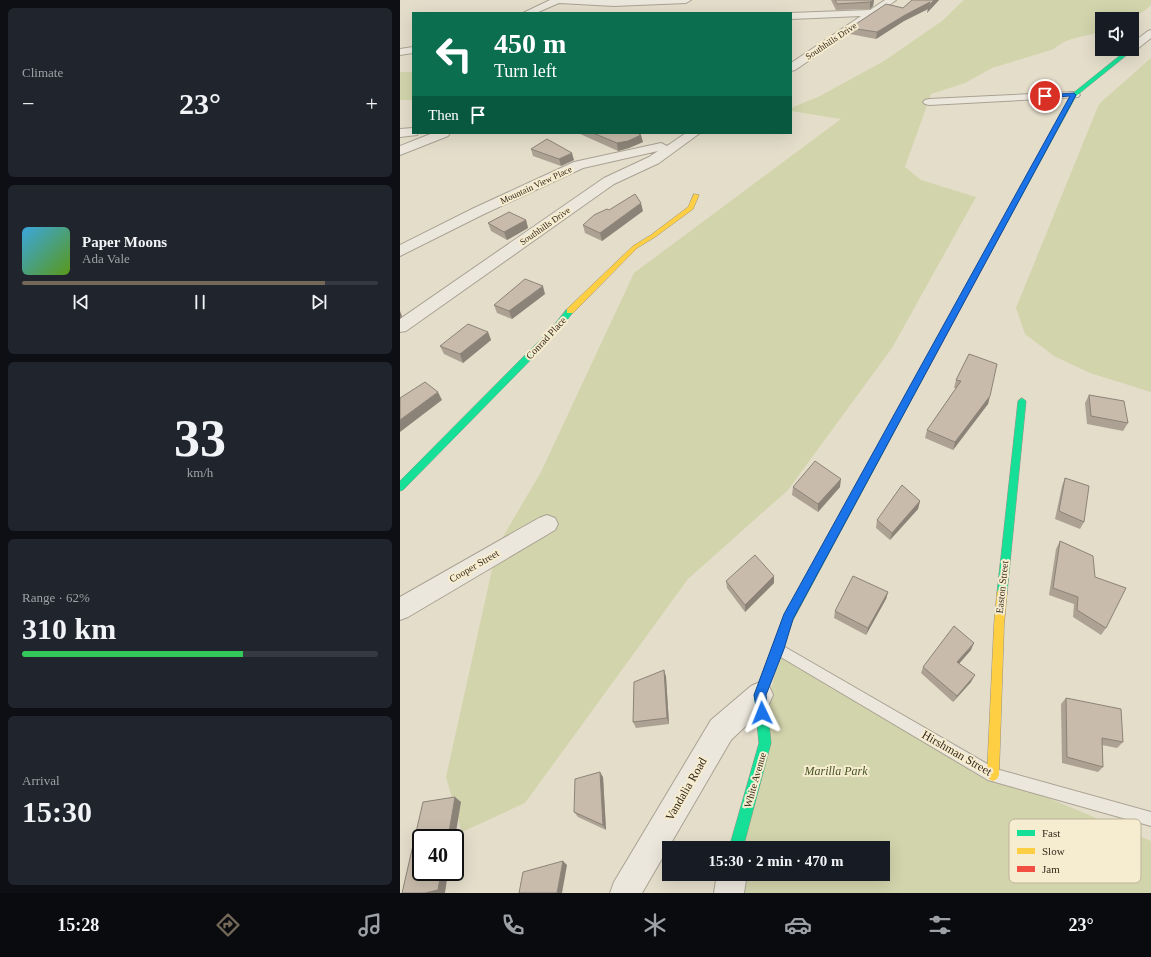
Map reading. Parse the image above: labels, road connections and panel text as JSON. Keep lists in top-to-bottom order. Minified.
{"streets":{"street":["Southhills Drive","Mountain View Place","Conrad Place","Cooper Street","Easton Street","White Avenue","Vandalia Road"],"lane":["Hirshman Street"]},"crossings":[["Southhills Drive","Mountain View Place"],["Easton Street","Hirshman Street"],["Hirshman Street","White Avenue"],["White Avenue","Vandalia Road"]],"parks":["Marilla Park"],"legend":["Fast","Slow","Jam"],"page":{"tile":["Climate",["33","km/h"],["Range · 62%","310 km"],["Arrival","15:30"]],"turn":["450 m","Turn left"],"heat":["−","23°","+"],"then":"Then","song":["Paper Moons","Ada Vale"],"limit":"40","trip":"15:30 · 2 min · 470 m","tabs":["15:28","23°"]}}
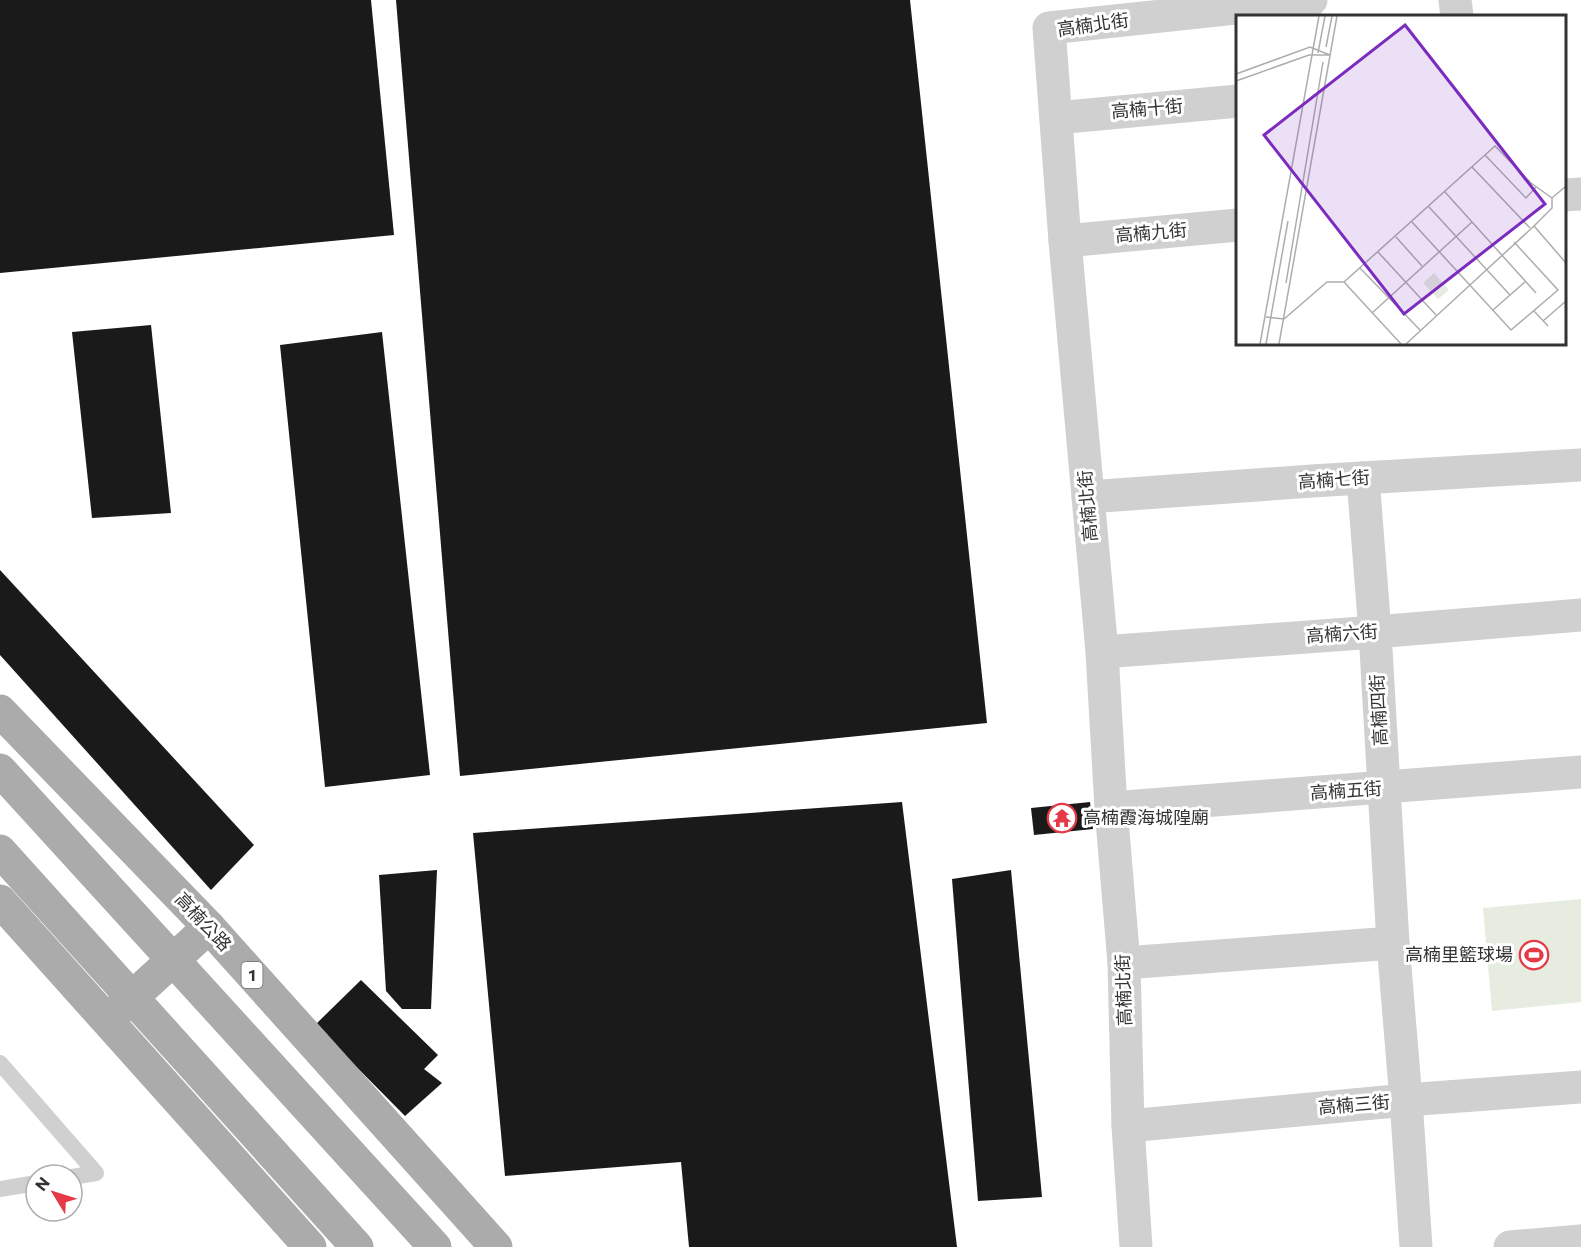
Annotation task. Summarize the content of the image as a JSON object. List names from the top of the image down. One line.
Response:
{"streets":{"main road":["高楠公路","1"],"street":["高楠北街","高楠十街","高楠九街","高楠七街","高楠六街","高楠四街","高楠五街","高楠三街"]},"crossings":[["高楠北街","高楠十街"],["高楠北街","高楠九街"],["高楠北街","高楠七街"],["高楠北街","高楠六街"],["高楠北街","高楠五街"],["高楠北街","高楠三街"],["高楠七街","高楠四街"],["高楠六街","高楠四街"],["高楠四街","高楠五街"],["高楠四街","高楠三街"]],"places":{"temple":["高楠霞海城隍廟"],"sports":["高楠里籃球場"]},"north":"top left"}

# # # # # # #

= Task description =
Quote only what lies between the first line of the records and the line containing "Annotation task. Summarize", please, including both lines and excluding images.

= Solution for this problem =
Map reading. Parse the image above: labels, road connections and panel text as JSON. Keep lists in top-to-bottom order. Minified.
{"streets":{"street":["Southhills Drive","Mountain View Place","Conrad Place","Cooper Street","Easton Street","White Avenue","Vandalia Road"],"lane":["Hirshman Street"]},"crossings":[["Southhills Drive","Mountain View Place"],["Easton Street","Hirshman Street"],["Hirshman Street","White Avenue"],["White Avenue","Vandalia Road"]],"parks":["Marilla Park"],"legend":["Fast","Slow","Jam"],"page":{"tile":["Climate",["33","km/h"],["Range · 62%","310 km"],["Arrival","15:30"]],"turn":["450 m","Turn left"],"heat":["−","23°","+"],"then":"Then","song":["Paper Moons","Ada Vale"],"limit":"40","trip":"15:30 · 2 min · 470 m","tabs":["15:28","23°"]}}
Annotation task. Summarize the content of the image as a JSON object. List names from the top of the image down. One line.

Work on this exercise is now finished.